TASK: Answer with the number of lines in the records that contain "route" and with nothing else.

[Data excerpts]
>>
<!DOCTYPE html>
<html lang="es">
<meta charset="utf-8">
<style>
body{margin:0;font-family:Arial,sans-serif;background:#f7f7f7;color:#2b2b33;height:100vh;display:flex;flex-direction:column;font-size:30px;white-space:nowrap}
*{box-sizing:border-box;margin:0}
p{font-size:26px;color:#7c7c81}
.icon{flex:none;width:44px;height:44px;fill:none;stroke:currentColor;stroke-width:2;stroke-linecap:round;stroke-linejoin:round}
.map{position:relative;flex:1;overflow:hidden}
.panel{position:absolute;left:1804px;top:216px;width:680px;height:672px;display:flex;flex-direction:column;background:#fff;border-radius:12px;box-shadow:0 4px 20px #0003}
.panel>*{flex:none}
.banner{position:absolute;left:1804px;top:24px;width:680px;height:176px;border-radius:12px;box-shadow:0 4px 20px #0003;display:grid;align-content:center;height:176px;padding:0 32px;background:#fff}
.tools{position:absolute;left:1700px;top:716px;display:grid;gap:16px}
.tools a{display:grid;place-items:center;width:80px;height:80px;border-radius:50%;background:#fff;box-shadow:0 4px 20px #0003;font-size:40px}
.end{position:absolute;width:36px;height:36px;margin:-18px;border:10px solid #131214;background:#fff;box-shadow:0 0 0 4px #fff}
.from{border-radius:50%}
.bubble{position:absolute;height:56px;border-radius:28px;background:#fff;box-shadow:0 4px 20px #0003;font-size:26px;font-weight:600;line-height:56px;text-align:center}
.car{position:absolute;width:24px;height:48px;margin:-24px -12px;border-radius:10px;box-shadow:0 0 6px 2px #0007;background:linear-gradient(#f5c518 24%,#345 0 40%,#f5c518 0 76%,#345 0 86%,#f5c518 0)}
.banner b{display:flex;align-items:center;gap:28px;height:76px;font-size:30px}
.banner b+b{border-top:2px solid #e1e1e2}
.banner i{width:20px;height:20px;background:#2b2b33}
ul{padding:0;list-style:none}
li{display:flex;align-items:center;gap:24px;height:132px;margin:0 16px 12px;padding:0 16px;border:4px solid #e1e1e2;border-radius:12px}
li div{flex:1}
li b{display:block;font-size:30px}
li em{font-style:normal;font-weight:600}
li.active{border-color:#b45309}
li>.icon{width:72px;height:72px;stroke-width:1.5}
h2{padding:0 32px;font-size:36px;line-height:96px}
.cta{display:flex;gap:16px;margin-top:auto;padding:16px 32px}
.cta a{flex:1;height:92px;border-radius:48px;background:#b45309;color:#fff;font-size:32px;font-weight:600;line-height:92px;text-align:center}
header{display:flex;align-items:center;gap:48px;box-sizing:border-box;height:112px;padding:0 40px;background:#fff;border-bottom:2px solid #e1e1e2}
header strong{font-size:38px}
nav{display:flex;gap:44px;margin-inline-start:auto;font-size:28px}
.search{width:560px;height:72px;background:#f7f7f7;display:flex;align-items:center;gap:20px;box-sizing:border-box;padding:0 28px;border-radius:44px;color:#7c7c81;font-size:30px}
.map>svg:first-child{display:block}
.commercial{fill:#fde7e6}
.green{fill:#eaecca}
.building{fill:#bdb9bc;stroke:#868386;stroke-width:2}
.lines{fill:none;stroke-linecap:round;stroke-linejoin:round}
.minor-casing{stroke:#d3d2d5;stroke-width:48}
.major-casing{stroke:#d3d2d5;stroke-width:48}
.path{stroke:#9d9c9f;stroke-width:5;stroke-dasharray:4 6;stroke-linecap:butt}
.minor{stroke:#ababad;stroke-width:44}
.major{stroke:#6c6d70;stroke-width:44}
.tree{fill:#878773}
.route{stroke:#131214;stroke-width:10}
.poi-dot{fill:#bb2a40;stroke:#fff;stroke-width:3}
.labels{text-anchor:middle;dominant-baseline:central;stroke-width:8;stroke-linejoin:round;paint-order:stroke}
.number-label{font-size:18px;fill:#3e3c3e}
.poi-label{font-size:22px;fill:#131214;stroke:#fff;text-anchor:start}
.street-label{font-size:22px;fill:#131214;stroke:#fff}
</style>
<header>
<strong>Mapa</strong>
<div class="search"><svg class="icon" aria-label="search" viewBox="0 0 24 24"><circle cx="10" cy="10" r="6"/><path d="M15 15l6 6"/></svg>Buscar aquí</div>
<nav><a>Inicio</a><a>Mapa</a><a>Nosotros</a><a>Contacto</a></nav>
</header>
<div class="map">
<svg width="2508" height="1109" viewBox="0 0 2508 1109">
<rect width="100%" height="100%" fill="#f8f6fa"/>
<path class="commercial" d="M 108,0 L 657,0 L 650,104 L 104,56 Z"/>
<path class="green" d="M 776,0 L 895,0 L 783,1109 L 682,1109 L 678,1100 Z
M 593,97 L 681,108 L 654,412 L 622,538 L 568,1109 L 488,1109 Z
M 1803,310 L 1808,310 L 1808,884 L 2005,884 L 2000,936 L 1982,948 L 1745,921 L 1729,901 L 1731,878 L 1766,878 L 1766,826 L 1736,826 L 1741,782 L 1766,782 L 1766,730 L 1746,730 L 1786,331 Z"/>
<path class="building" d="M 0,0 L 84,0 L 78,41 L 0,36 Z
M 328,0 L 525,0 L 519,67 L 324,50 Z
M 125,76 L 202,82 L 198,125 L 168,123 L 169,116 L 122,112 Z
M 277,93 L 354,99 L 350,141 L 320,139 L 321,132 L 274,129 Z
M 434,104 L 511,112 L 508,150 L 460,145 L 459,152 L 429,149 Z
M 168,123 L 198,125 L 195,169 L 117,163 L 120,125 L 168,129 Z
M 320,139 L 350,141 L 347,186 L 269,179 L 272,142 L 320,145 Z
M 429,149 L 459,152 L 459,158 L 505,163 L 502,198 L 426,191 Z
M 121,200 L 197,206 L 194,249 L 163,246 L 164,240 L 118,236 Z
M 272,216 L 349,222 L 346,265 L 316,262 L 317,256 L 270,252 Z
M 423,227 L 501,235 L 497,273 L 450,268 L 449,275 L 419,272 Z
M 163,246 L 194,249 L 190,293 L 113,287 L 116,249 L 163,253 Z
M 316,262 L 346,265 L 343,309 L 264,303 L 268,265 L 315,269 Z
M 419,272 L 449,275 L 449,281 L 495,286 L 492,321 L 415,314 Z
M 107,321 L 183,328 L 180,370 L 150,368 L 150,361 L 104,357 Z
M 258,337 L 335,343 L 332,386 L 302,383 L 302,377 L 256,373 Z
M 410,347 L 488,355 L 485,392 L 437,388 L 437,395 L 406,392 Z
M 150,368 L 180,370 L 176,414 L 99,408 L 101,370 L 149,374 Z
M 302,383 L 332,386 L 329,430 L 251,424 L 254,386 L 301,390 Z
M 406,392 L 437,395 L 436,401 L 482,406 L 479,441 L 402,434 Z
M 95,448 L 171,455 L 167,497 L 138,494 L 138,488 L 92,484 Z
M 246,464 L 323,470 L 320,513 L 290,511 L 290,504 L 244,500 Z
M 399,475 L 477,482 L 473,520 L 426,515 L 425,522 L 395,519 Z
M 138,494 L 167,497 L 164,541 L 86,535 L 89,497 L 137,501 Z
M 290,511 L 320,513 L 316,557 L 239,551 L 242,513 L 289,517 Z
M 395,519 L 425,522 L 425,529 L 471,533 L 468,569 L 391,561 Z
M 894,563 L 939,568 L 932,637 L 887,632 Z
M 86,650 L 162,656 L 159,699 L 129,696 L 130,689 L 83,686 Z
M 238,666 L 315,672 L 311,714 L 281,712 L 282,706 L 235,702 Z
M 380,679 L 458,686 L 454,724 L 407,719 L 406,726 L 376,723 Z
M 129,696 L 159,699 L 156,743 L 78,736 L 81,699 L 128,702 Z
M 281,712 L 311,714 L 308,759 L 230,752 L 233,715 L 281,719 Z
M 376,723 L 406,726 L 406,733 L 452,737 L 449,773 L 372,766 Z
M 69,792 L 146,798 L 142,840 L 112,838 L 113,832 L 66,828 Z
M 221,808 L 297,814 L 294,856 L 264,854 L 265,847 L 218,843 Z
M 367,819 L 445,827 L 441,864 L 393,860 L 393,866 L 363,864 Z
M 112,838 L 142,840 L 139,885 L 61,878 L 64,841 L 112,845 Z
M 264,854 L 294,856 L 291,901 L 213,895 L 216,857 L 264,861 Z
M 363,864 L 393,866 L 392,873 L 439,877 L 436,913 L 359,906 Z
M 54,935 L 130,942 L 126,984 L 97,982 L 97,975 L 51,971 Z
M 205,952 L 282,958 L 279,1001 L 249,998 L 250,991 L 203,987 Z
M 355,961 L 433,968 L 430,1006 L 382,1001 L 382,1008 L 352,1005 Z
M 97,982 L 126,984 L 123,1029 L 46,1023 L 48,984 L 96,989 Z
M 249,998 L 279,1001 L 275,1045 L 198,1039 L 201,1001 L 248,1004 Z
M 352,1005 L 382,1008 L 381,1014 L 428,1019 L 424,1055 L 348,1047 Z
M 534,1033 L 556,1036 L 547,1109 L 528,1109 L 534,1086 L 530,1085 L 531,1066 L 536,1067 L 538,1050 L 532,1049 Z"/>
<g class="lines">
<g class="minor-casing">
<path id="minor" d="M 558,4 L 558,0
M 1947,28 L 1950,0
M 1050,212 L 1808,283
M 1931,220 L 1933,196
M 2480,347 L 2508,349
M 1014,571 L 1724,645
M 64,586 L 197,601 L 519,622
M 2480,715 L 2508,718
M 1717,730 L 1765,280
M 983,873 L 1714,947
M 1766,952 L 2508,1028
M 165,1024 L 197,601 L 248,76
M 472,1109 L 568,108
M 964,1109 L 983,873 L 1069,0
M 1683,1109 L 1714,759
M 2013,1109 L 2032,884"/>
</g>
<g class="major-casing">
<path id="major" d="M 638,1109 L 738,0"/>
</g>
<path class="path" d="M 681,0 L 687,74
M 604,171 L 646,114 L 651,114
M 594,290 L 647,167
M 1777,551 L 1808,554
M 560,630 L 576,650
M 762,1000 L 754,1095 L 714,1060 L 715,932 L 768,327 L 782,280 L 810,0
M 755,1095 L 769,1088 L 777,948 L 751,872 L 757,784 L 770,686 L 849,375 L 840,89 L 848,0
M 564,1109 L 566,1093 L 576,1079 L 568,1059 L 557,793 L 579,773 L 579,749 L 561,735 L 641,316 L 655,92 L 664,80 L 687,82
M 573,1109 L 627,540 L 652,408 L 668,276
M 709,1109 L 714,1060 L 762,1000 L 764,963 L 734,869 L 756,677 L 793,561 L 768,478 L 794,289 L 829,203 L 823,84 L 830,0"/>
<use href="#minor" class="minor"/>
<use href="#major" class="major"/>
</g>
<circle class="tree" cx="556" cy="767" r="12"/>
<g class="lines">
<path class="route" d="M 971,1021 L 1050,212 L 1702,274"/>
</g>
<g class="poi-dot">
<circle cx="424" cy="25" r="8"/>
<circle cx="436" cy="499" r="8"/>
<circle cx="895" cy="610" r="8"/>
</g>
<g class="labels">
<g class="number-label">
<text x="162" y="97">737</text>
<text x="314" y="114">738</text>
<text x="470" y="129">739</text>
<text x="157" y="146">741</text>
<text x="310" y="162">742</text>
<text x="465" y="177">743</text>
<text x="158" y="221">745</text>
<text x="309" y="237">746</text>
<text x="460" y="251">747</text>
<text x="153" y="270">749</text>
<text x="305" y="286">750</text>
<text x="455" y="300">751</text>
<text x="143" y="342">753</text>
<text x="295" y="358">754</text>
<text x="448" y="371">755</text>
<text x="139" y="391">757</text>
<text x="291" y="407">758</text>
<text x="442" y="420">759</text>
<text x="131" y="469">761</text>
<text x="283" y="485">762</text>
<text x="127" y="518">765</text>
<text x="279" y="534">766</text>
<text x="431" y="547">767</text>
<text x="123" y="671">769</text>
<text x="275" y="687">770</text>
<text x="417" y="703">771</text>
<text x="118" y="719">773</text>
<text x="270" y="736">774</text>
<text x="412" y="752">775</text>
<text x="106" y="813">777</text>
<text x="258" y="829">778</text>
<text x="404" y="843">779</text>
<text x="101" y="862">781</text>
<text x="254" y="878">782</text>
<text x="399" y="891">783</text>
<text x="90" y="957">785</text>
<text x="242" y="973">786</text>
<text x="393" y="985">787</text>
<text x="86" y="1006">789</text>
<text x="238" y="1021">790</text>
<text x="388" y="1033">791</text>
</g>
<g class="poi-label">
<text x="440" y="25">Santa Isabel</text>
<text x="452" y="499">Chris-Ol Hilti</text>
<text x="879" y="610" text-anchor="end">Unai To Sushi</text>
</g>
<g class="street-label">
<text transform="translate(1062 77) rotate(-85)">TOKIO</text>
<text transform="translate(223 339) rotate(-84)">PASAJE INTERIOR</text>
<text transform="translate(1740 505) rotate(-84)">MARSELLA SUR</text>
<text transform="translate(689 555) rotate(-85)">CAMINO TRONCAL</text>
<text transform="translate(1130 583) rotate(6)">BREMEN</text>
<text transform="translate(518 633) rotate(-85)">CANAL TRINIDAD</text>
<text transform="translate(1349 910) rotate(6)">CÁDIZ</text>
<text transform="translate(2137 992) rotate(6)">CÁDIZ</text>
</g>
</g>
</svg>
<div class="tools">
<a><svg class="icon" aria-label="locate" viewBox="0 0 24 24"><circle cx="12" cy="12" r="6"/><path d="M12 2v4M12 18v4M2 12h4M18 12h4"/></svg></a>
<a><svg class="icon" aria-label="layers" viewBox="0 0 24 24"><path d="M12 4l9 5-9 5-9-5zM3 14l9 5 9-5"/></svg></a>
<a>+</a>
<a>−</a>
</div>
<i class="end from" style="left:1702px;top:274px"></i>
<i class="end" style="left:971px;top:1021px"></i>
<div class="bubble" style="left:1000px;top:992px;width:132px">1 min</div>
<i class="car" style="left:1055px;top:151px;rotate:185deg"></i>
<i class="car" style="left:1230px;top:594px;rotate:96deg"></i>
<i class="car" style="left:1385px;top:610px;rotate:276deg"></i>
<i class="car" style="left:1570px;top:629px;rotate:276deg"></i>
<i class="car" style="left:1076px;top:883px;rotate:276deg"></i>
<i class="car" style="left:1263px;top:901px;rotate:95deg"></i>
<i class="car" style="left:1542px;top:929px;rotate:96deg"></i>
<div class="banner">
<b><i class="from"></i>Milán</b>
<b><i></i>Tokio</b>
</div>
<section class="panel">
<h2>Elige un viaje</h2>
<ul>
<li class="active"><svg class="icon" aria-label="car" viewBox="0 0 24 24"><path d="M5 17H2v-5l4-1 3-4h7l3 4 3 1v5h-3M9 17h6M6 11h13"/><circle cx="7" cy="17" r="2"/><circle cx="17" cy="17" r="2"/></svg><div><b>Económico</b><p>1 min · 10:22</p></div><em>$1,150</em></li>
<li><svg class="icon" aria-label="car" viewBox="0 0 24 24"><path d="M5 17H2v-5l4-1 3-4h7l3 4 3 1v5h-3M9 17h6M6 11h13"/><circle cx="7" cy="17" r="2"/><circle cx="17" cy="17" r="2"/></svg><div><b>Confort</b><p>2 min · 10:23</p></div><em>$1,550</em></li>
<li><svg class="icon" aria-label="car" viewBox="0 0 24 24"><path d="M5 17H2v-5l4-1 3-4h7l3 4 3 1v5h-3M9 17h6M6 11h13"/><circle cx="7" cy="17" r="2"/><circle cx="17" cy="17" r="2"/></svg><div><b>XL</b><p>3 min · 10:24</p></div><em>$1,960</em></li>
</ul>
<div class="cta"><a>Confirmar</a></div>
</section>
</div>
<<
OUTPUT: 2